CVE-2025-43797 is a medium-severity vulnerability affecting multiple versions of Liferay Portal and Liferay DXP, including versions 7.1.0 through 7.4.3.111 and various 2023 quarterly releases. The core issue stems from the insecure default initialization of a newly created site's membership type, which is set to “Open” by default. This configuration allows any registered user on the platform to automatically become a member of the site without explicit approval or restriction. Once a remote attacker gains site membership, they can potentially view, add, or edit content within the site, leading to unauthorized data modification and information disclosure. The vulnerability is classified under CWE-1188, which relates to insecure default initialization of resources, indicating a design flaw where default settings are overly permissive. The CVSS 4.0 base score of 5.3 reflects a medium severity, with an attack vector of network (AV:N), low attack complexity (AC:L), no required authentication (AT:N), no user interaction (UI:N), and limited impact on confidentiality and integrity (VC:L, VI:L), but no impact on availability or authorization scope. No known exploits are currently reported in the wild, and no patches are linked yet, suggesting that organizations should proactively review and adjust default site membership settings to mitigate risk. This vulnerability can be exploited remotely by any registered user, making it a significant concern for environments with many users or where user registration is open or lightly controlled.

For European organizations using Liferay Portal or Liferay DXP, this vulnerability could lead to unauthorized access and modification of sensitive or business-critical content hosted on internal or public-facing portals. The ability for any registered user to join sites by default increases the risk of insider threats or external attackers registering accounts to exploit the vulnerability. This can result in data integrity issues, leakage of confidential information, and potential disruption of business operations relying on portal content. Organizations in sectors such as government, finance, healthcare, and education—where Liferay is commonly deployed—may face compliance risks under GDPR if personal or sensitive data is exposed or altered without authorization. The medium severity score indicates that while the vulnerability is not trivially exploitable to cause full system compromise, it still poses a meaningful risk to confidentiality and integrity of portal content, which can undermine trust and operational continuity.

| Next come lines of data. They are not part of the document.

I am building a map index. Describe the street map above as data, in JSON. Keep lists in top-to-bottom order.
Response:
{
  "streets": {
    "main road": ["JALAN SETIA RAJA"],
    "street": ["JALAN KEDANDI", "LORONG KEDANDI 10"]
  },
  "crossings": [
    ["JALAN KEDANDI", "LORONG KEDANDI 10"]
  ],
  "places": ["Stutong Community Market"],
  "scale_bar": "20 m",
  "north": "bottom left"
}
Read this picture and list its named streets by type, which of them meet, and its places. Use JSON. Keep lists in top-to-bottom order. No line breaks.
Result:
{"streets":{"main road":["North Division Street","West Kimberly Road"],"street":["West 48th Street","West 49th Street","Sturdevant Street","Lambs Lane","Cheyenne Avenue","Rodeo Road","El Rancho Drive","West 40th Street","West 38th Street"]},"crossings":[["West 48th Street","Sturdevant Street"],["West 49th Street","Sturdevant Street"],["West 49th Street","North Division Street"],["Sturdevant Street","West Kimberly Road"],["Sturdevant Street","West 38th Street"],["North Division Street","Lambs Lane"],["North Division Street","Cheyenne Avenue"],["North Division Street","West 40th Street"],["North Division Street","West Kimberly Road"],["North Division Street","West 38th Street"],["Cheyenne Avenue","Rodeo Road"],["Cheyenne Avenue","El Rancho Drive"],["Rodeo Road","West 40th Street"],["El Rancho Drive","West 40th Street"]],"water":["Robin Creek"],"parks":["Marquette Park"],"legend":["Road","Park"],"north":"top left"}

European organizations should immediately audit their Liferay Portal and DXP deployments to identify sites with default “Open” membership settings. Administrators should change the default membership type for newly created sites from “Open” to more restrictive options such as “Private” or “Restricted,” requiring explicit approval for membership. Implement strict user registration controls and verification processes to limit the creation of unauthorized accounts. Employ role-based access controls (RBAC) and regularly review site membership lists to detect and remove unauthorized users. Monitor portal logs for unusual membership changes or content modifications. Where possible, apply vendor patches or updates once released. Additionally, consider deploying web application firewalls (WAFs) with custom rules to detect anomalous site membership activities. Conduct user awareness training to highlight risks associated with open membership policies. Finally, integrate vulnerability scanning and configuration management tools to continuously detect and remediate insecure default settings in Liferay environments.